The problem with standard interview scoring is not the number scale. It is that every interviewer brings a different mental model to the same label. One person's "4 for communication" is another's "3 for leadership." Without a shared definition, you are not comparing candidates. You are averaging personal preferences. This is one reason studies consistently show that unstructured interviews predict job performance only slightly better than chance.
A behaviorally anchored rating scale (BARS) solves this by describing observable behavior at each score level. The descriptions come from real examples: what your top performers actually did, not what someone imagines an ideal candidate should do. When two interviewers score the same candidate answer against the same behavioral anchor, their scores converge. That consistency is the whole point.

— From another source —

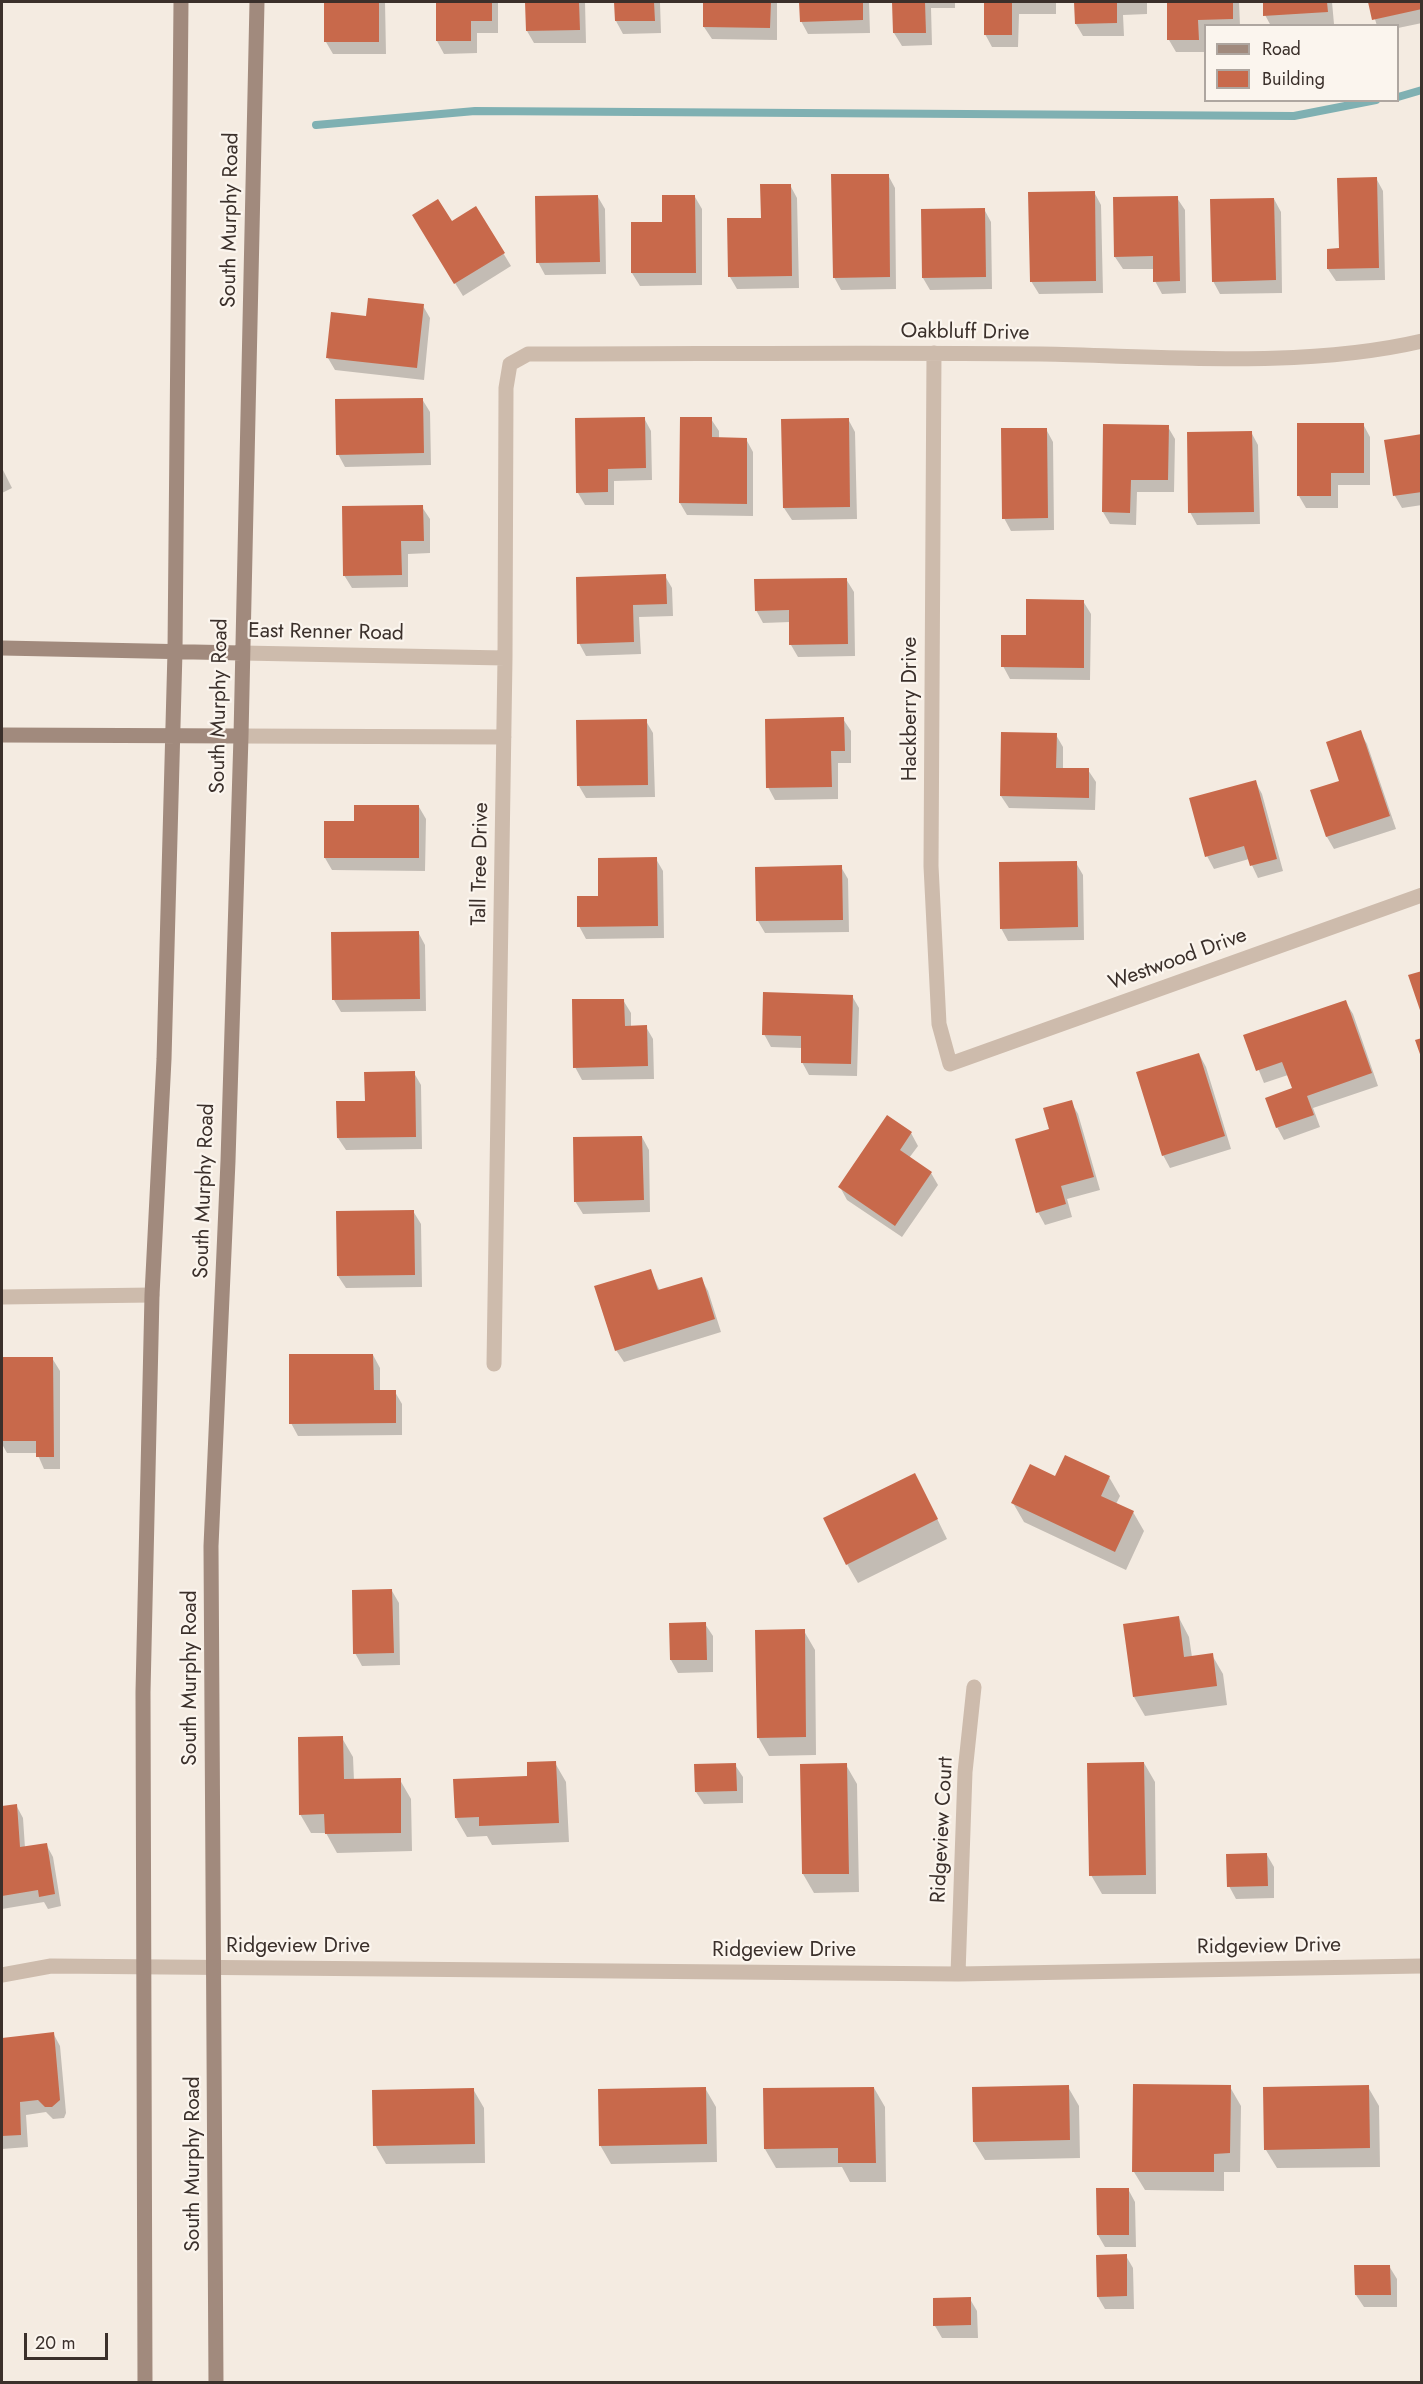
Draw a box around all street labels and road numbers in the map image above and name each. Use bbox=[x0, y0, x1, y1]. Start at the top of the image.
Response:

BARS originated in industrial-organizational psychology in the 1960s. Smith and Kendall (1963) developed the framework to address rating errors in performance appraisals. The same logic applies directly to interview evaluation: if you define what each score means in behavioral terms, interviewers rate what actually happened in the conversation rather than how they feel about the candidate. Research published in the Journal of Applied Psychology found structured interviews with behavioral anchors reduce between-interviewer variance by over 40%.
This guide covers how BARS works, how to build one from scratch, four ready-to-use competency examples, and the mistakes that make well-intentioned rating scales useless. If you already use a structured interview scorecard or structured interviews, BARS is the next layer that makes your scoring defensible.
The Core Problem
Why traditional rating scales produce unreliable scores
Ask three interviewers to score the same candidate on a 1-5 scale for "communication." You will get three different numbers. Not because they watched different conversations, but because nobody told them what a 4 looks like. BARS gives every score point a behavioral definition grounded in real job performance.
Interviewer A: "4 = Above Average" means something different to interviewer B
Every interviewer sees exactly what a 4 looks like. No guessing.
The traditional 1-5 scale shown on the left is technically measuring something. The problem is that each interviewer maps their own experience onto those labels. Someone who has worked with a truly exceptional communicator sets their 5 bar much higher than someone who has not. The scores look quantitative but they are mostly just opinion.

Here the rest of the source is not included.